Addiert man alle Mängel auf, wäre hier eine Gesamtminderung von ca. 44 % wohl durchaus vertretbar.
Generell beginnt das Recht zur Mietminderung mit Auftreten des Mangels. Gleichwohl müssen Mängel dem Vermieter angezeigt werden, da nur die Anzeige des Mangels das Recht zur Minderung auslöst. Daher sollte eine Anzeige des Mangels immer schnellstmöglich erfolgen und die Anzeige kann als Beginn der Minderungsmöglichkeit gesehen werden.
Haben Sie in der Vergangenheit trotz Mängelrügen die Miete nicht ausdrücklich unter Vorbehalt gezahlt, so können Sie nun die Minderung nur noch für die Zukunft vornehmen. Sinnvoll ist eine nochmalige schriftliche Anzeige sämtlicher Mängel. Sie müssen die Mängel genau beschreiben, so dass der Vermieter daraus entnehmen kann, was genau er beheben muss.

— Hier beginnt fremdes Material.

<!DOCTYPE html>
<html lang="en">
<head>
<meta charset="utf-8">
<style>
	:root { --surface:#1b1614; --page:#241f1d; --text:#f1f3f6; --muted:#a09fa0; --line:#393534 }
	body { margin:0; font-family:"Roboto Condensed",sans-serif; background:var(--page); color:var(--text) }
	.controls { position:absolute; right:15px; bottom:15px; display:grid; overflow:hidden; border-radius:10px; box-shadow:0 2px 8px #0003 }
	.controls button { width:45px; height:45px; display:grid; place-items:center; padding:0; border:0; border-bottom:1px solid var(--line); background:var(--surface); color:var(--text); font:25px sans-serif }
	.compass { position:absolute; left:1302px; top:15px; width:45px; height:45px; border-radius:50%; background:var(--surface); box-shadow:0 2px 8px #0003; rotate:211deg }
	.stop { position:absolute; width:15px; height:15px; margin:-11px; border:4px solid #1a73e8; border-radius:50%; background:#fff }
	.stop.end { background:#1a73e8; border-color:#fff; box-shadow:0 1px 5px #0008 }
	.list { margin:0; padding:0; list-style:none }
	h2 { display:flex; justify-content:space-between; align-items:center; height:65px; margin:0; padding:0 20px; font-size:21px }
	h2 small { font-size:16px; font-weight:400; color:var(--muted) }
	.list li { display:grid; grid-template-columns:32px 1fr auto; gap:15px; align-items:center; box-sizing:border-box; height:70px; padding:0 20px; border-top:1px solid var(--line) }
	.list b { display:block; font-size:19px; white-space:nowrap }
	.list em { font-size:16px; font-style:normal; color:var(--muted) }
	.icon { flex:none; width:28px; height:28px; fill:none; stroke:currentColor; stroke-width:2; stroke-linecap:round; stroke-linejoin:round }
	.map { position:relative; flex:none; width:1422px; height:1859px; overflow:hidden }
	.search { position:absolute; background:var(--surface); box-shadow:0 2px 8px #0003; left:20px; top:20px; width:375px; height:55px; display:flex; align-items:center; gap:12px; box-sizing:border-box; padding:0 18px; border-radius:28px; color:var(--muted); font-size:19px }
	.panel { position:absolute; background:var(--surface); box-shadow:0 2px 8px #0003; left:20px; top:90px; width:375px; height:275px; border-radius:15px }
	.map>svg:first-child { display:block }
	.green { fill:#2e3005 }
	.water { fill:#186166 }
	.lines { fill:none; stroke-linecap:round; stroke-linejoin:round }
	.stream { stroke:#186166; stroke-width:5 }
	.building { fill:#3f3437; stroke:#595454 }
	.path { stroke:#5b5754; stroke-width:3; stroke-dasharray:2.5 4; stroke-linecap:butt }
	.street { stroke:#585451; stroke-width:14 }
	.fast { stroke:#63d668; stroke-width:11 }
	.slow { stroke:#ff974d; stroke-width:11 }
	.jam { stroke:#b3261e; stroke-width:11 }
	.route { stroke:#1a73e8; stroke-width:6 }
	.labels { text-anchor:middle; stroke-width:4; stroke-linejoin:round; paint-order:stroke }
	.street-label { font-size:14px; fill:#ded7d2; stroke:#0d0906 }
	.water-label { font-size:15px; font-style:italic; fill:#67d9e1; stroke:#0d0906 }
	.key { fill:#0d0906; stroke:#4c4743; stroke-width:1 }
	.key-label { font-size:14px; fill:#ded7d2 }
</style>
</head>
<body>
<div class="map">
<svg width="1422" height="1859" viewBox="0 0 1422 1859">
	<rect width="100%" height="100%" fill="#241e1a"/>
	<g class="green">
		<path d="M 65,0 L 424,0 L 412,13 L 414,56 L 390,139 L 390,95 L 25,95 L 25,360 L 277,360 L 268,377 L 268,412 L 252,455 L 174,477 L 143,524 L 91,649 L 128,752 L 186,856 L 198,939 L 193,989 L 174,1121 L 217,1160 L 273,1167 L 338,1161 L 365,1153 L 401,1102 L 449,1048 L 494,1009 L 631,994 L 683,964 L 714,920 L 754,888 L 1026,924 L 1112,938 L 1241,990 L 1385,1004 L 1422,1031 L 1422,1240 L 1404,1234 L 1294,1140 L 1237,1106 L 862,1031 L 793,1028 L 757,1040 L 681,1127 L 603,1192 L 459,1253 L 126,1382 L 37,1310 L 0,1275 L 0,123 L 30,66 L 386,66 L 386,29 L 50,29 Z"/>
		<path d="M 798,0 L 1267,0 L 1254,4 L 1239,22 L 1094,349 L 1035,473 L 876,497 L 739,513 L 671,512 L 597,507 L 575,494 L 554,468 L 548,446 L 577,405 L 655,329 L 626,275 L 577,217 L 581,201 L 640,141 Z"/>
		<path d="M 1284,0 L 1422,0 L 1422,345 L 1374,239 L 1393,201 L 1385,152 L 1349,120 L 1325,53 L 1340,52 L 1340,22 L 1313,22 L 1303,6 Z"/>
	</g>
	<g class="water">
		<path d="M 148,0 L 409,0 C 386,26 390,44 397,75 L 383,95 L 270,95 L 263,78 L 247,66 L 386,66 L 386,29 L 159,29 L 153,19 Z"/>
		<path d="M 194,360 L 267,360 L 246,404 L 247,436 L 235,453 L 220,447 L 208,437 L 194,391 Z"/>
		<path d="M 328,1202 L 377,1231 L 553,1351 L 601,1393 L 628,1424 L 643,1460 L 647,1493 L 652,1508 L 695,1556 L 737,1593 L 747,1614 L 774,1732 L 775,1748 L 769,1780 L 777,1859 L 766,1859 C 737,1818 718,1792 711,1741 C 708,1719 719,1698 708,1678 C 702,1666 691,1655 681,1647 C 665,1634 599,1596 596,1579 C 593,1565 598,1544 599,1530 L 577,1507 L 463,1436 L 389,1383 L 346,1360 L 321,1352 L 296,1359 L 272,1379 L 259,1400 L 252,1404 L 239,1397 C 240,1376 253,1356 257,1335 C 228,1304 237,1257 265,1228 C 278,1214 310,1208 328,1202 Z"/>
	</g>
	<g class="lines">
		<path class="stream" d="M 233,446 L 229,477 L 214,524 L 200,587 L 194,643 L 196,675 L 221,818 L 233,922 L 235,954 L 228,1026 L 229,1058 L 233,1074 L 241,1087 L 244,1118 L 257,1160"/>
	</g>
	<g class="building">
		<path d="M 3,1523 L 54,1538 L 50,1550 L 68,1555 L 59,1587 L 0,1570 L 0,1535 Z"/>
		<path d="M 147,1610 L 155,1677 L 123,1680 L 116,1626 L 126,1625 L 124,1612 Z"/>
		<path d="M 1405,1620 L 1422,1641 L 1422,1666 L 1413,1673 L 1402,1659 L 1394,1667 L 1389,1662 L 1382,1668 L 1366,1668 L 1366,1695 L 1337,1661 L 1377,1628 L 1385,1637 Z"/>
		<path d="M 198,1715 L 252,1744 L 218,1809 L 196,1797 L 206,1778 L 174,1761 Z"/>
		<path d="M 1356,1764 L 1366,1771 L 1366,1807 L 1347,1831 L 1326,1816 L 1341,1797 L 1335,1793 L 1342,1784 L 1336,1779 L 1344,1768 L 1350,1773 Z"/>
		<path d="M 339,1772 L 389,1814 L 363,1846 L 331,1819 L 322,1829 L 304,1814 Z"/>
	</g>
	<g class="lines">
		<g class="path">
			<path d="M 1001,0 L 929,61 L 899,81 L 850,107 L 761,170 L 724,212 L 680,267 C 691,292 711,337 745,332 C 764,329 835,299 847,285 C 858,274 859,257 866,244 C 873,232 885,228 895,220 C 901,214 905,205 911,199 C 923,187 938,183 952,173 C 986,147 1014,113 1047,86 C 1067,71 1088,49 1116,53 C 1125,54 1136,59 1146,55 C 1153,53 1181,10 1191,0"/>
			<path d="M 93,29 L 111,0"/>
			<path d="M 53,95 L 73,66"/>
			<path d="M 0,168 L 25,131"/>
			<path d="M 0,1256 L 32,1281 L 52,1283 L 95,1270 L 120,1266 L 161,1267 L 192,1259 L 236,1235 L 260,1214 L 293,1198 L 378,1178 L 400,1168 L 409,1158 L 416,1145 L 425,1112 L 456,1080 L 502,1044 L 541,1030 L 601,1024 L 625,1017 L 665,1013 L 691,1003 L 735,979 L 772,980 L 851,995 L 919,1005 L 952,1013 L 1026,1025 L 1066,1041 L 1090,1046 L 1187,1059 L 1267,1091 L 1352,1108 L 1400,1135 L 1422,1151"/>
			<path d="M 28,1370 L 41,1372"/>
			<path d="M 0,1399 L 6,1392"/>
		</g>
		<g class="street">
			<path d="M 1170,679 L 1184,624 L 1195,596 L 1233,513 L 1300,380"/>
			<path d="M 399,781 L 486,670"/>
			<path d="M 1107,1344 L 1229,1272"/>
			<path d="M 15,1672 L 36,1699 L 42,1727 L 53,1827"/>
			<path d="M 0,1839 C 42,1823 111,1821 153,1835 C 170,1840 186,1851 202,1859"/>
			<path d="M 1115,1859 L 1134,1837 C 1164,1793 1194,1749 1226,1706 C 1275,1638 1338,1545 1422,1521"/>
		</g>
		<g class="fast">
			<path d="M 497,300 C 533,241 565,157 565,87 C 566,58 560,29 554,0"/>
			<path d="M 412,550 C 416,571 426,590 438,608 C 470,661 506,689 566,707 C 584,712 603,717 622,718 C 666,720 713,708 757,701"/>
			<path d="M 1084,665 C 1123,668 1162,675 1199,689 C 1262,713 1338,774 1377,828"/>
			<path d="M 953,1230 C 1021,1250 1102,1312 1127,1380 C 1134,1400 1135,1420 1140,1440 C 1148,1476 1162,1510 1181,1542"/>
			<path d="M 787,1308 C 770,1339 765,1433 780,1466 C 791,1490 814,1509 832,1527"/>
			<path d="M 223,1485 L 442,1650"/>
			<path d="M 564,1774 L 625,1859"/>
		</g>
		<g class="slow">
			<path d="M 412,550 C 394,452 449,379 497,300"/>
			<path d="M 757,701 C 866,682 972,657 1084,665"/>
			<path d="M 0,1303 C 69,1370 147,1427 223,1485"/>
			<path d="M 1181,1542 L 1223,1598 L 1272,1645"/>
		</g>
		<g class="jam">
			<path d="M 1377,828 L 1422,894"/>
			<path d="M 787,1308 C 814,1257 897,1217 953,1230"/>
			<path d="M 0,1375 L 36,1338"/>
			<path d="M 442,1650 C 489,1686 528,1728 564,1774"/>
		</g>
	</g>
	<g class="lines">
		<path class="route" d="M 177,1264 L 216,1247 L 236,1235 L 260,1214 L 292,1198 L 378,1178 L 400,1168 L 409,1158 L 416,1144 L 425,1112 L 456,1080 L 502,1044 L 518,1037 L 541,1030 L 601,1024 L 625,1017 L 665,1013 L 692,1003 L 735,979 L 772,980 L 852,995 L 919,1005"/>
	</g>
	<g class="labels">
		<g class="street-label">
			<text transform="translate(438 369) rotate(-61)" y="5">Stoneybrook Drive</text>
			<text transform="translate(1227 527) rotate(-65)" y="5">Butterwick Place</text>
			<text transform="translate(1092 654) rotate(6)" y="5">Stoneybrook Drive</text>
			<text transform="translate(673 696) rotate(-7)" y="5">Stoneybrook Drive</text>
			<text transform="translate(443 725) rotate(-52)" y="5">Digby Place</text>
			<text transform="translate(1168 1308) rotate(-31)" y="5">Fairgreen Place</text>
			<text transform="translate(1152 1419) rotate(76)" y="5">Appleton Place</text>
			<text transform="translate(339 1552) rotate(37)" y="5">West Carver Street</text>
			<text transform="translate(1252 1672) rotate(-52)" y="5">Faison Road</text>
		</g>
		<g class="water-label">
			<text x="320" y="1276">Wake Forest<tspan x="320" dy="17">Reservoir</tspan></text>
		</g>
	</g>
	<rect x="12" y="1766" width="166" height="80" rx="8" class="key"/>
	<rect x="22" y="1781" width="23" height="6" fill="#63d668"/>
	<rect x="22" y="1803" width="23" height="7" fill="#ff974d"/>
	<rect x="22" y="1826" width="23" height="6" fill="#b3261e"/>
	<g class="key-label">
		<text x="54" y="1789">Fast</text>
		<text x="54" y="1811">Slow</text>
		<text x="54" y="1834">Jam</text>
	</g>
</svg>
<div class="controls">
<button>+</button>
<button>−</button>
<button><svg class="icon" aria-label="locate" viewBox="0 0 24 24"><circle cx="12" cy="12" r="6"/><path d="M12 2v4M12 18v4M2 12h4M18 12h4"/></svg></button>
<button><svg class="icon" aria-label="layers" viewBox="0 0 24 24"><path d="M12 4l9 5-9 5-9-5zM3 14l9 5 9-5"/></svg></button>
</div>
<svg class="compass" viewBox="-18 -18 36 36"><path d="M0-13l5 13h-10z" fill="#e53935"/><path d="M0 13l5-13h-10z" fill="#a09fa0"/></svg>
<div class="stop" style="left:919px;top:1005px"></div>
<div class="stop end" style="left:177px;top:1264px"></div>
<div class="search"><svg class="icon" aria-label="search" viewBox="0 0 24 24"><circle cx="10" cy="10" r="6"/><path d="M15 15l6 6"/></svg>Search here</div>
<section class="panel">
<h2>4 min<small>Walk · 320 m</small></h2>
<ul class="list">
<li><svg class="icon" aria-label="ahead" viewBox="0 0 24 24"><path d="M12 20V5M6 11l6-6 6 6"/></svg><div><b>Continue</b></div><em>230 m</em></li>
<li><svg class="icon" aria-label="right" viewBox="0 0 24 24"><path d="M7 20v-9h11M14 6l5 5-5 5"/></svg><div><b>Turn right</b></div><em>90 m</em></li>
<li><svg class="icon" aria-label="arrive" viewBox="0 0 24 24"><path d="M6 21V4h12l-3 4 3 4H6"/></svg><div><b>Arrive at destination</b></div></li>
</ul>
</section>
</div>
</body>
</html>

Die Frist zur Erledigung sollte immer so bemessen sein, wie man unter normalen Umständen mit einer Behebung rechnen kann. Man schätzt also z. B. ab, wie lange man braucht, bis ein beauftragter Handwerker kommt und mit den Arbeiten fertig ist. Ich denke unter normalen Umständen sollten in Ihrem Fall 4 bis 6 Wochen für alles ausreichend sein.
Maßstab für die Minderung selbst ist bei Gewerbemietverhältnissen immer die Bruttomiete, d. h. inklusive Nebenkosten.
Sollten Sie die Mängel ganz oder teilweise bereits bei Vertragsschluss gekannt haben, haben Sie leider kein Recht zur Minderung.
Ein Problem kann sich ergeben, wenn man die Miete in zu hohem Umfang mindert, d. h. wenn z. B. in einem Prozess ein Richter der Meinung ist, bei den Mängeln wäre nur eine Minderung von 10 % statt von 30 % zulässig gewesen. Dann hätte man zu wenig Miete gezahlt und damit ggf. einen Kündigungsgrund verursacht und eine Kündigung wegen Zahlungsverzugs, welche nach Minderungen erfolgte, könnte rechtens sein. Um das zu vermeiden, wäre der sichere Weg, die Miete unter Vorbehalt voll zu zahlen und den errechneten Minderungsbetrag von dem Vermieter - notfalls im Klageweg - heraus zuverlangen.
Eine Mängelanzeige kann z. B. wie folgt aussehen:

(…)
Betr.: Mängelanzeige und Mietminderung

Sehr geehrte(r) Herr/Frau ...
gemäß § 535 BGB sind Sie verpflichtet, Ihre an mich vermieteten Räume (hinzufügen von genauer Adresse) in einem vertragsgemäßen Zustand zu halten. Die angemieteten Räume weisen folgende Mängel auf:
1) ... (möglichst genaue Beschreibung)
2) ...
3) ...
Ich fordere Sie auf, diese Mängel umgehend, spätestens bis zum ... zu beseitigen. Da durch die Mängel der Nutzungswert der Mietsache gemindert ist, mache ich von meinem Mietminderungsrecht Gebrauch und mindere den Mietzins deshalb bis zur endgültigen Beseitigung der Mängel um monatlich ... Prozent. Dabei habe ich die einzelnen Mängel wie folgte bewertet:
1) … (Minderungsquote für den einzelnen Mangel angeben)
2) …
Diese Minderung wird mit Zugang dieser Anzeige wirksam. Da mir bereits für diesen Monat eine Mietminderung zusteht, die Miete für diesen Monat aber schon überwiesen ist, kündige ich an, dass ich den betreffenden Betrag mit der folgenden Miete aufrechnen werde.
(sofern gewünscht: Gleichzeitig mache ich von meinem Recht, die Miete bis zur vollständigen Beseitigung der Mängel zurückzubehalten, Gebrauch.)
(sofern gewünscht: Nach fruchtlosem Ablauf der Frist behalte ich mir vor, das Mietverhältnis fristlos zu kündigen.)

Mit freundlichem Gruß
Unterschrift

Sofern keine Einsicht in die Belege zur Nebenkostenabrechnung gewährt wird, stellt das eine Verletzung der vertraglichen Nebenpflicht des Vermieters dar. Die Konsequenz aus der verweigerten Belegeinsicht ist, dass der Vermieter einen etwaigen Nachzahlungsanspruch gegen den Mieter nicht durchsetzen kann. Das Zahlungsverlangen wäre rechtsmißbräuchlich. Mit anderen Worten, leisten Sie die betreffende Nachzahlung nicht und erhebt der Vermieter deswegen letztlich Klage, wird er den Prozess verlieren.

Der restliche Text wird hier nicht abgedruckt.